Good midterm questions test the objective, not the wording. Write each question to match the skill you taught, whether that is recalling a definition, applying a formula, or analyzing a case. Keep the language plain so reading ability does not get in the way of showing knowledge, give multiple choice items one clearly correct answer with plausible distractors, and avoid trick questions that punish careful students.
One rule saves a lot of grief: the midterm should never be the first time students meet a question format. If you plan to include short-answer analysis or multi-step problems, give them practice with that format and feedback on it during class first.

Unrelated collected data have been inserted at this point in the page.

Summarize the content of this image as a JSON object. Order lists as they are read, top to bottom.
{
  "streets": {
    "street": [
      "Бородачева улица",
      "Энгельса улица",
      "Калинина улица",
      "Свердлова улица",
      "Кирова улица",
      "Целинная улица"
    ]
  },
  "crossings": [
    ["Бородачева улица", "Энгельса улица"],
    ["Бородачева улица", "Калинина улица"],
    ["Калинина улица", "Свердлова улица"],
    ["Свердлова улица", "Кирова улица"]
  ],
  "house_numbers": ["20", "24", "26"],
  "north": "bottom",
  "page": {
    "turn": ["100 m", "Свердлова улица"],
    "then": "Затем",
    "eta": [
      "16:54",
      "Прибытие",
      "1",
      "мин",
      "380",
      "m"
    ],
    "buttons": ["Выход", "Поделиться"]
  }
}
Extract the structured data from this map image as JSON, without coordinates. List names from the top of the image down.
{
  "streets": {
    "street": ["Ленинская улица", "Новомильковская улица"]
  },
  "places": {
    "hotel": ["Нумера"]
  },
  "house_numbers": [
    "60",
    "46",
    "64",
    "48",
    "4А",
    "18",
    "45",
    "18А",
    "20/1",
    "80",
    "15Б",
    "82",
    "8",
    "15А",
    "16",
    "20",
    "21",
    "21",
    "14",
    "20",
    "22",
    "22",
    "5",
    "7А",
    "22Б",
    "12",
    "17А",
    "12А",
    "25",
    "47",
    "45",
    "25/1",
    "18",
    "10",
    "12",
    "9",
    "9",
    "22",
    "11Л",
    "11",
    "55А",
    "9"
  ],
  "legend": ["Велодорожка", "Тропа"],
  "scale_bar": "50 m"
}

For a deeper checklist on item quality, see our guide to writing good test questions.
Yes. AI can draft a midterm in minutes from material you already have. Upload your lecture slides, reading PDFs, or notes from the first half of the term, and an AI exam creator generates questions tied to that content, complete with an answer key. You stay in control of the result: review every item, drop anything off target, adjust difficulty, and set your own point values before printing.
The practical workflow is to let the tool handle the slow first draft, then spend your time editing for accuracy and balance. PDFQuiz reads PDF, Word, PowerPoint, text, and images, supports six question types, and exports a clean printable PDF and an editable Word file you can paste into your LMS. To generate from a specific source, try the exam generator or the broader AI test generator, and use a practice test generator to build a low-stakes warm-up first. When you reach the end of term, the same approach scales up in our guide to creating a final exam.
Build the blueprint first, let AI handle the rough draft, then put your judgment where it matters most: making sure every question measures something you actually taught. That is how a midterm becomes useful feedback instead of a guessing game.